* [Exercise requirements]:
Whenever a line in the data contains "above", show that line.

:: Entries shown ::

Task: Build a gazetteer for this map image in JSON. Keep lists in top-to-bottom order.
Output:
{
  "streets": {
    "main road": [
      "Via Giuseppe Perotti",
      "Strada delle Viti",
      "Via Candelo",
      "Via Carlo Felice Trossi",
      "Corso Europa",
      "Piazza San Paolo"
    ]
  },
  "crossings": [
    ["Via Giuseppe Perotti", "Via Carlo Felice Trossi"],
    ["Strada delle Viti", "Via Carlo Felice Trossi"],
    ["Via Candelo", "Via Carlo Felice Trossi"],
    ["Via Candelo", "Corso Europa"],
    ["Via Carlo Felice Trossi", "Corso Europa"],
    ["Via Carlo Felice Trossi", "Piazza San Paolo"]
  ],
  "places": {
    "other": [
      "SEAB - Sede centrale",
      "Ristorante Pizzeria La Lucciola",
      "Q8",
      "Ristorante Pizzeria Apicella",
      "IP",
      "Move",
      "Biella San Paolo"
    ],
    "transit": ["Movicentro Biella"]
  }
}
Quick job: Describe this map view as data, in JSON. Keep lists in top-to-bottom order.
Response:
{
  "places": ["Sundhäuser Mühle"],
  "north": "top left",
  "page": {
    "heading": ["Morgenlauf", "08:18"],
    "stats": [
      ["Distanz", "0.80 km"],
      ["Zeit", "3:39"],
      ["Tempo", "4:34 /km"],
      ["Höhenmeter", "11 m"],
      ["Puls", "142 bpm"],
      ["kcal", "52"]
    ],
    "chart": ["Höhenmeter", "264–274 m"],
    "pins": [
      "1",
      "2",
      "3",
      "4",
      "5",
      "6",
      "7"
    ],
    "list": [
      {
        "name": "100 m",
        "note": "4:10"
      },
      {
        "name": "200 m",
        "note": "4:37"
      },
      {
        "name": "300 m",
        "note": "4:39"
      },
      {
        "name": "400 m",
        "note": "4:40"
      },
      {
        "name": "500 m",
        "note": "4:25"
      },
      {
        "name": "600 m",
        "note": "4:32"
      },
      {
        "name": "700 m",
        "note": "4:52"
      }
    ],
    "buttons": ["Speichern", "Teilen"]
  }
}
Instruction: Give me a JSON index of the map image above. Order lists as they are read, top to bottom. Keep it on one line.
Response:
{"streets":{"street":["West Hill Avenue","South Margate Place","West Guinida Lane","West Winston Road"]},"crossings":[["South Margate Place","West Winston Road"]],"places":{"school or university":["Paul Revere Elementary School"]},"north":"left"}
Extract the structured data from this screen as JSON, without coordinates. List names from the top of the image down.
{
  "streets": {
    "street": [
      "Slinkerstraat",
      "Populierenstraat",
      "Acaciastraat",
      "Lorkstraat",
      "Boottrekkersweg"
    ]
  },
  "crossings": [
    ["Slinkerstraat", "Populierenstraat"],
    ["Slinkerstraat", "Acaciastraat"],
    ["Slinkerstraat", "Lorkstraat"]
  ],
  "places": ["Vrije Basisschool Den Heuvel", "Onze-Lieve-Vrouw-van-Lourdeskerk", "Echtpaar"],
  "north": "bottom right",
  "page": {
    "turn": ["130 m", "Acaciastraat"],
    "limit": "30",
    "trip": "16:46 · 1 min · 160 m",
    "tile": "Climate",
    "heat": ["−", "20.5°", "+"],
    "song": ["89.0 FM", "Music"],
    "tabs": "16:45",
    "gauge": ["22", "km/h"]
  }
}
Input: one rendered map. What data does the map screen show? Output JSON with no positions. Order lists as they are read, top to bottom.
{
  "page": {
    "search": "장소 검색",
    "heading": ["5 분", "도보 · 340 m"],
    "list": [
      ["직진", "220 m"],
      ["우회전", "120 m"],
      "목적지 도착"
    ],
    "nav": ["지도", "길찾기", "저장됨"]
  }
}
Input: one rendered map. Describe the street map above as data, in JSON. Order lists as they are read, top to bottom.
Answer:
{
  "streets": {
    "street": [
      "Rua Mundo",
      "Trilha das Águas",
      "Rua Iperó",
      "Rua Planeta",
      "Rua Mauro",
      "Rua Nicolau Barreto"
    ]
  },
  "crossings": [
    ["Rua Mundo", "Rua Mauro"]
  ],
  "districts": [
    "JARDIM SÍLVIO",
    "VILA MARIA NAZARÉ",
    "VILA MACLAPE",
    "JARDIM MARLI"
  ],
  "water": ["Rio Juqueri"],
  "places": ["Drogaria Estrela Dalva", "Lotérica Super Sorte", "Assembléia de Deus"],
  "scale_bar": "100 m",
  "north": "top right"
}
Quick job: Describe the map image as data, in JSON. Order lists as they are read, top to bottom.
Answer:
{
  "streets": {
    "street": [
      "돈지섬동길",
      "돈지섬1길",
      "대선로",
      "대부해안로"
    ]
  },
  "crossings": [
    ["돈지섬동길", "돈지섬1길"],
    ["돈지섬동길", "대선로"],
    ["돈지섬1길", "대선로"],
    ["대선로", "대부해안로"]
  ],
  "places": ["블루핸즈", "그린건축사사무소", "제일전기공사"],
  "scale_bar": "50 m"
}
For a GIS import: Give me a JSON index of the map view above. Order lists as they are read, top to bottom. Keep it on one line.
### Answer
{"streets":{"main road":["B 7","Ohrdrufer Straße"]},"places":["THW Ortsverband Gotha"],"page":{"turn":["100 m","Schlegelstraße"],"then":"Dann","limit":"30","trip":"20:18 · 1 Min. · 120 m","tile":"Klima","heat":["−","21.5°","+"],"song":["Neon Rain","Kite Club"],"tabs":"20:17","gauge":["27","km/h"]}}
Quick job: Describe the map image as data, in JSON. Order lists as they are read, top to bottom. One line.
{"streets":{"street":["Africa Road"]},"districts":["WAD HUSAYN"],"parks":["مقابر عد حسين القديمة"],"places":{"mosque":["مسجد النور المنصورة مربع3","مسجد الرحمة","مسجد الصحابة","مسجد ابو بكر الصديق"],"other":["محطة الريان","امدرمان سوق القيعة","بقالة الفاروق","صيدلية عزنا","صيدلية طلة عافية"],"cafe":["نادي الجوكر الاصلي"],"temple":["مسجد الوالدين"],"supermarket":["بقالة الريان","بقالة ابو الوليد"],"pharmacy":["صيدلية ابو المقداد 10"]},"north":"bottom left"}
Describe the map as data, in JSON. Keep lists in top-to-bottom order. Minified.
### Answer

:::

* [Output of the task]:
Instruction: Give me a JSON index of the map image above. Order lists as they are read, top to bottom. Keep it on one line.
Input: one rendered map. Describe the street map above as data, in JSON. Order lists as they are read, top to bottom.
For a GIS import: Give me a JSON index of the map view above. Order lists as they are read, top to bottom. Keep it on one line.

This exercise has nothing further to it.